パジーペンギンは、NFT市場において“かわいい系ブルーチップ”の地位を築いてきたコレクション。その高い人気はコミュニティ活動による独自の盛り上がりに支えられ、NFTバブル期から根強い支持を得てきた。
今回メインネットが公開されたアブストラクトチェーンの親チェーンであるイーサリアムは、依然としてスケーラビリティが大きな課題となっている。トランザクション手数料の高騰や処理の遅延が頻繁に起こり、NFTやデジタルアセットの活発な取引を阻害している。そこで、Layer2(L2)の導入により、手数料の抑制と取引速度の向上を目指す動きが強まっている。
アブストラクトチェーンは、zkSyncの開発元である「Matter Labs(マターラボ)」が提供する「ZK Stack」を活用したZK Rollup技術を採用している。これにより、イーサリアムのセキュリティを保ちつつ、高速かつ低コストなトランザクションを実現するトレンドの先端を行くプロジェクトといえる。

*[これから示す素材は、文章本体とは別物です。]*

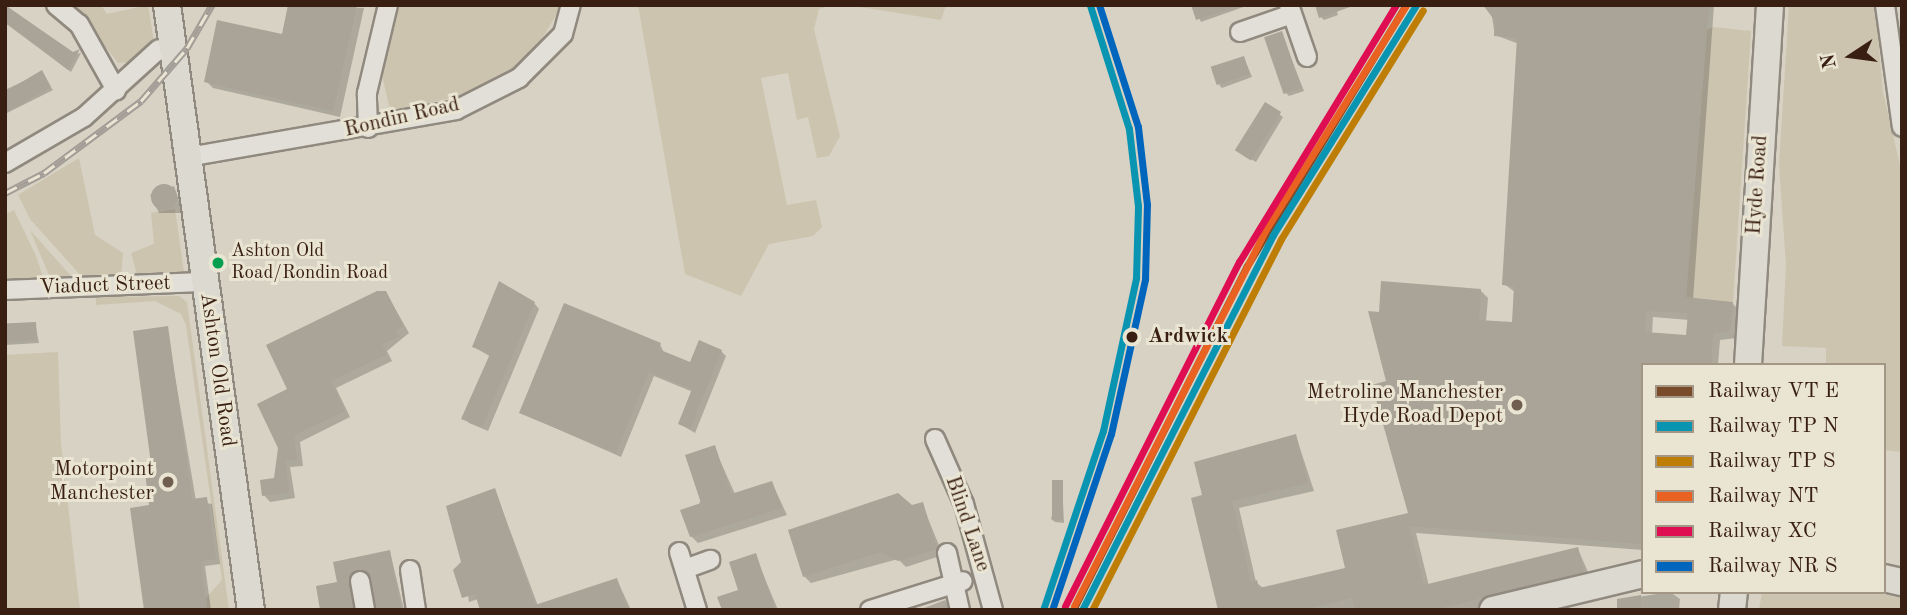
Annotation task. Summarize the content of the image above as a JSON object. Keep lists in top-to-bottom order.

アブストラクトチェーンの最大の特徴は、クリエイターおよび一般ユーザー本位で設計されている点にある。メールアドレスやソーシャルログインを利用してウォレットを開設できる機能や、アカウント抽象化によるユーザーフレンドリーな操作性を前面に打ち出している。これにより、ウォレットの管理に慣れていない新規参入者や、既存のNFT市場に抵抗を感じていたユーザーにとってのハードルが下がると考えられる。こうした利用者目線のUI/UX改善は、NFTおよびWeb3アプリケーションの普及を後押しする起爆剤となるだろう。
(まとめ)
- パジーペンギンは、コミュニティ主導の盛り上がりに強みを持つNFTコレクションである。すでにユニークなブランド価値を確立しており、そのファン層には高いロイヤルティが見られる。このペンギンブランドとアブストラクトチェーンが今後連携する可能性があり、ホルダー向けの特典や新機能をいち早く提供できるようになる。結果的にコミュニティの結束力が高まり、新規ユーザーの獲得にもつながるサイクルが期待される。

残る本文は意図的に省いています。